══ DATA TO USE ══
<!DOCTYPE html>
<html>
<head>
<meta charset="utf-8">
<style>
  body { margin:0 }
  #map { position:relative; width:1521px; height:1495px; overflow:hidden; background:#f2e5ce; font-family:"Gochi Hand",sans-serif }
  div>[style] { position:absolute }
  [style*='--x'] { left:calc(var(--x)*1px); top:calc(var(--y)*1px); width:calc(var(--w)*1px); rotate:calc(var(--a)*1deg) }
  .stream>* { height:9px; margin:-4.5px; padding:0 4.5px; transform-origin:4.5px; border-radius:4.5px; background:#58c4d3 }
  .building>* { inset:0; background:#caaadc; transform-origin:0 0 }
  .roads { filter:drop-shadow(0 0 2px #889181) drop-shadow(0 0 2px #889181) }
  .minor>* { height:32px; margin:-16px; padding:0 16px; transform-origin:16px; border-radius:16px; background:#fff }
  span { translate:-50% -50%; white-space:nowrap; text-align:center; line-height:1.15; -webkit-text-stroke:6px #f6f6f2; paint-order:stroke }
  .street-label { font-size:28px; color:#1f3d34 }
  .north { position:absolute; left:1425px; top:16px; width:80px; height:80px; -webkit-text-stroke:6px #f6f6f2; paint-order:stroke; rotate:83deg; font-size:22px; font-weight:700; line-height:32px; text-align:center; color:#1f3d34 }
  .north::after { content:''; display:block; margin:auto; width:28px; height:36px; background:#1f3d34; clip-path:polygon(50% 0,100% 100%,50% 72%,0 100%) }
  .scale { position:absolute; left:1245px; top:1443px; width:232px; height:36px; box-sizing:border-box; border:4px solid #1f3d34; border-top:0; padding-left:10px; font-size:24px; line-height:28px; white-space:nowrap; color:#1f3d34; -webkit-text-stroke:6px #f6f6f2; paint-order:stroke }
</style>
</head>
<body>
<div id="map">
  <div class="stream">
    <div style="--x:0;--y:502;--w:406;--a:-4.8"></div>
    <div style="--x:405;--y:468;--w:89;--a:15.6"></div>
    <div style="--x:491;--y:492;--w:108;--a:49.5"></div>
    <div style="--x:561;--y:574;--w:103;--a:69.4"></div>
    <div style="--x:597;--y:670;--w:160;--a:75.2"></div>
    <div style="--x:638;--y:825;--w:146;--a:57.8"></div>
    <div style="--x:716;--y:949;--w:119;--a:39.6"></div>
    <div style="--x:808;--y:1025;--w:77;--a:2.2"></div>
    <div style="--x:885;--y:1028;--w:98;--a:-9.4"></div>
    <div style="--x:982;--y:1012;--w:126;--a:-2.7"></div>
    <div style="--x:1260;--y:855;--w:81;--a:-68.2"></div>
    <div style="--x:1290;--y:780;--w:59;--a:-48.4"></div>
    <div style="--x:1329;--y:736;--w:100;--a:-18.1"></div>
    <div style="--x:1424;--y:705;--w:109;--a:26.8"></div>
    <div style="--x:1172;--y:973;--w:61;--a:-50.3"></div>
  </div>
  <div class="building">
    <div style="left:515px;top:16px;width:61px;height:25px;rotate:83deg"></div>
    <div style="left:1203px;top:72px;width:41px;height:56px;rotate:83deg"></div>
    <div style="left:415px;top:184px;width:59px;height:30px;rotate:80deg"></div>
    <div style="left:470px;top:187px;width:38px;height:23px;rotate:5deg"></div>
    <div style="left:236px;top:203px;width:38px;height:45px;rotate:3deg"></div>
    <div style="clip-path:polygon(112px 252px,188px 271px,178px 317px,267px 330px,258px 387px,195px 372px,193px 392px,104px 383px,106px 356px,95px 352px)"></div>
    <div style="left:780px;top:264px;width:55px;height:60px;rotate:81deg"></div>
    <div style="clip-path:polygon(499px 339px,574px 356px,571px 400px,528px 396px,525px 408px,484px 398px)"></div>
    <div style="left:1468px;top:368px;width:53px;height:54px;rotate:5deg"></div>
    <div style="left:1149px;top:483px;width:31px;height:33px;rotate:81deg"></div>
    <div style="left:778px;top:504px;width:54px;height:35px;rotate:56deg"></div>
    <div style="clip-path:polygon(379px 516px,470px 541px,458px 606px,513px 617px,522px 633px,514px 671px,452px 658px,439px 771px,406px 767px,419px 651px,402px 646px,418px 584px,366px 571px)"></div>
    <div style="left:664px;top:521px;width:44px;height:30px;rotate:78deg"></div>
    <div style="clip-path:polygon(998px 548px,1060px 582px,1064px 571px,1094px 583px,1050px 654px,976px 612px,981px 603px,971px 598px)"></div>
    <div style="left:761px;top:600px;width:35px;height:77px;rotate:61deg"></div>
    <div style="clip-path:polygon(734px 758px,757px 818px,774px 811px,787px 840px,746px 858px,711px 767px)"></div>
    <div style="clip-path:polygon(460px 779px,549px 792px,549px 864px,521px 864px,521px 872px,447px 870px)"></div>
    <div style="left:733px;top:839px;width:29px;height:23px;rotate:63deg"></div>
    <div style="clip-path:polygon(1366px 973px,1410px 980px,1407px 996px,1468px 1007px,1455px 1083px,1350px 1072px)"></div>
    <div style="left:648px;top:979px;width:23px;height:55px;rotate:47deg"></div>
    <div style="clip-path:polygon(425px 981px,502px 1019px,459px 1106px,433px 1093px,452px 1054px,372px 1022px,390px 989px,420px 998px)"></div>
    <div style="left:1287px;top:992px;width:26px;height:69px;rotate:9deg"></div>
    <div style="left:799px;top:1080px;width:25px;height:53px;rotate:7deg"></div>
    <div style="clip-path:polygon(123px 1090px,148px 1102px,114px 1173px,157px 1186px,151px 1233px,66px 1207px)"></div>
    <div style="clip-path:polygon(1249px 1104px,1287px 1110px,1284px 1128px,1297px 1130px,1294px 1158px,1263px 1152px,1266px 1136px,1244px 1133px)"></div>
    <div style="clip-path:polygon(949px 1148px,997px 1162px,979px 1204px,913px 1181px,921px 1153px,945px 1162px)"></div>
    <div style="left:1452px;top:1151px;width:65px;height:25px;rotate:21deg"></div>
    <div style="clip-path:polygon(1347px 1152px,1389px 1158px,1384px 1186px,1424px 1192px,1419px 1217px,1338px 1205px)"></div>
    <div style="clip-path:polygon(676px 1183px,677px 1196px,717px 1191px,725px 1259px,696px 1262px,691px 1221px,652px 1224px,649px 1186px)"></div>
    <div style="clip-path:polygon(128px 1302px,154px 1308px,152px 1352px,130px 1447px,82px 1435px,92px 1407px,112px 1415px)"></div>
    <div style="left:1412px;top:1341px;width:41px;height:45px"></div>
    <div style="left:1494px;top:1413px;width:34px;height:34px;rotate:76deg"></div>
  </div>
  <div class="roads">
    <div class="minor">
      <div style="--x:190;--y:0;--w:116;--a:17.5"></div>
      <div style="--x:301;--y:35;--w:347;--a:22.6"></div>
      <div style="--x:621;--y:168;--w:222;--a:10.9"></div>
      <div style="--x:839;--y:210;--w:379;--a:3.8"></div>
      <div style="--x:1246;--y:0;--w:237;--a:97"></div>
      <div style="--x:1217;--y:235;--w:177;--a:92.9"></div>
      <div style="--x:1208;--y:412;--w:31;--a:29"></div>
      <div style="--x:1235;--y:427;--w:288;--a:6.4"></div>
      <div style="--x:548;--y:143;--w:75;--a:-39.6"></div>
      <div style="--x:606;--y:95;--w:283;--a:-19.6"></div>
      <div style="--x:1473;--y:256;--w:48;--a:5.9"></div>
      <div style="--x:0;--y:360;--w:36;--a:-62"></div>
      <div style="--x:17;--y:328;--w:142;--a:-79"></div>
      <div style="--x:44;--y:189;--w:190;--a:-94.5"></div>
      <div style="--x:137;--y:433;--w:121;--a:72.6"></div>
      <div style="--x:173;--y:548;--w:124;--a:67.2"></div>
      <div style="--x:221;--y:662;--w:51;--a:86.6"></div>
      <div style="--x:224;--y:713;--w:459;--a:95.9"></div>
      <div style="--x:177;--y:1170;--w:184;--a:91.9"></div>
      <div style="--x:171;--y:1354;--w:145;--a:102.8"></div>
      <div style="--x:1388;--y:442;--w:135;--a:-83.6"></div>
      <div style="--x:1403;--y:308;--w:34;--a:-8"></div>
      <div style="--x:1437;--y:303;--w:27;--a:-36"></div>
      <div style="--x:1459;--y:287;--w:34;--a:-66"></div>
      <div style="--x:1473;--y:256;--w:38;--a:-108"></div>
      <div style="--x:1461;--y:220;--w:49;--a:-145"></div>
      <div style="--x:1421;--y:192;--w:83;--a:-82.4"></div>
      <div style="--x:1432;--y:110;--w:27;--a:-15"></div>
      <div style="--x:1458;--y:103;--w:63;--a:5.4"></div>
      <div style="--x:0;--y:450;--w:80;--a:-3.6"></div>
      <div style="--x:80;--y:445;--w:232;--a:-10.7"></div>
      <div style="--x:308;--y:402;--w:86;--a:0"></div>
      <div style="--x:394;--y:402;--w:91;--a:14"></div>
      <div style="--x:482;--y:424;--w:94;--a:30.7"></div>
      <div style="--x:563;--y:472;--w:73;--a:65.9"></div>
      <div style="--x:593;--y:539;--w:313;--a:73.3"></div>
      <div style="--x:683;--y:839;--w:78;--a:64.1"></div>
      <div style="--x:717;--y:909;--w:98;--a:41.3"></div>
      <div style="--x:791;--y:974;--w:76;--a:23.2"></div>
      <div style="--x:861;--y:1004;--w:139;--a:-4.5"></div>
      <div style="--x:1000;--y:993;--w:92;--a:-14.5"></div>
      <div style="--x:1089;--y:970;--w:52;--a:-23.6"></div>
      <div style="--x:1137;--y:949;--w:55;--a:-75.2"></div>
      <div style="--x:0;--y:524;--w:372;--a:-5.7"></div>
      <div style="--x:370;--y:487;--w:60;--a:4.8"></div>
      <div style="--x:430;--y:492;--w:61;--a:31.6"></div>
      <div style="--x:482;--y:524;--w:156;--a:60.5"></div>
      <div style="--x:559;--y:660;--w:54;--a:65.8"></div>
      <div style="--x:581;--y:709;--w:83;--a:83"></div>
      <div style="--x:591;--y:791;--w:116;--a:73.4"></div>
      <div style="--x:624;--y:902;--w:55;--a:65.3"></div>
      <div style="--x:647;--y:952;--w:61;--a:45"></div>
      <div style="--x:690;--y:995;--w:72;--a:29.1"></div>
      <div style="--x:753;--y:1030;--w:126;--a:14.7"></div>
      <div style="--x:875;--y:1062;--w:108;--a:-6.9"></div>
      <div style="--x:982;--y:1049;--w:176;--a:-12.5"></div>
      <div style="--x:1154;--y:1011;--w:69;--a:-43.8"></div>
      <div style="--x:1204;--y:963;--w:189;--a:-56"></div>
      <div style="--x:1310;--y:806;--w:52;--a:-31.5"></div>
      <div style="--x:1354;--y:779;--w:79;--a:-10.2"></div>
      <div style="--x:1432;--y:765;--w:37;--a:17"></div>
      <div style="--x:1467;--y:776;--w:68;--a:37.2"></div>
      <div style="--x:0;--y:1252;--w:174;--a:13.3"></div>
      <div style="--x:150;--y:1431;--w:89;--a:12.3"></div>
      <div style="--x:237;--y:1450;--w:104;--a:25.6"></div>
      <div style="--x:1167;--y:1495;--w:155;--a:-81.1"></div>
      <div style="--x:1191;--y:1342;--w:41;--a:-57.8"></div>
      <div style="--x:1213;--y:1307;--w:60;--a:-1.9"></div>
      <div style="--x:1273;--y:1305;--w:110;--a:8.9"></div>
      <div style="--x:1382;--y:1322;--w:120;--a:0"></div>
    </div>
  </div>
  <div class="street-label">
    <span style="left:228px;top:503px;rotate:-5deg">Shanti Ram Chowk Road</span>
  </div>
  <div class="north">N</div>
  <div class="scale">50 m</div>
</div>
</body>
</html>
═══
## AIM OF THE TASK
The answer must hold only the lines from the first line of the data through the line bearing "position:absolute; left:1425px; top:16px;", returned exactly.

## THE COMPLETED TASK
<!DOCTYPE html>
<html>
<head>
<meta charset="utf-8">
<style>
  body { margin:0 }
  #map { position:relative; width:1521px; height:1495px; overflow:hidden; background:#f2e5ce; font-family:"Gochi Hand",sans-serif }
  div>[style] { position:absolute }
  [style*='--x'] { left:calc(var(--x)*1px); top:calc(var(--y)*1px); width:calc(var(--w)*1px); rotate:calc(var(--a)*1deg) }
  .stream>* { height:9px; margin:-4.5px; padding:0 4.5px; transform-origin:4.5px; border-radius:4.5px; background:#58c4d3 }
  .building>* { inset:0; background:#caaadc; transform-origin:0 0 }
  .roads { filter:drop-shadow(0 0 2px #889181) drop-shadow(0 0 2px #889181) }
  .minor>* { height:32px; margin:-16px; padding:0 16px; transform-origin:16px; border-radius:16px; background:#fff }
  span { translate:-50% -50%; white-space:nowrap; text-align:center; line-height:1.15; -webkit-text-stroke:6px #f6f6f2; paint-order:stroke }
  .street-label { font-size:28px; color:#1f3d34 }
  .north { position:absolute; left:1425px; top:16px; width:80px; height:80px; -webkit-text-stroke:6px #f6f6f2; paint-order:stroke; rotate:83deg; font-size:22px; font-weight:700; line-height:32px; text-align:center; color:#1f3d34 }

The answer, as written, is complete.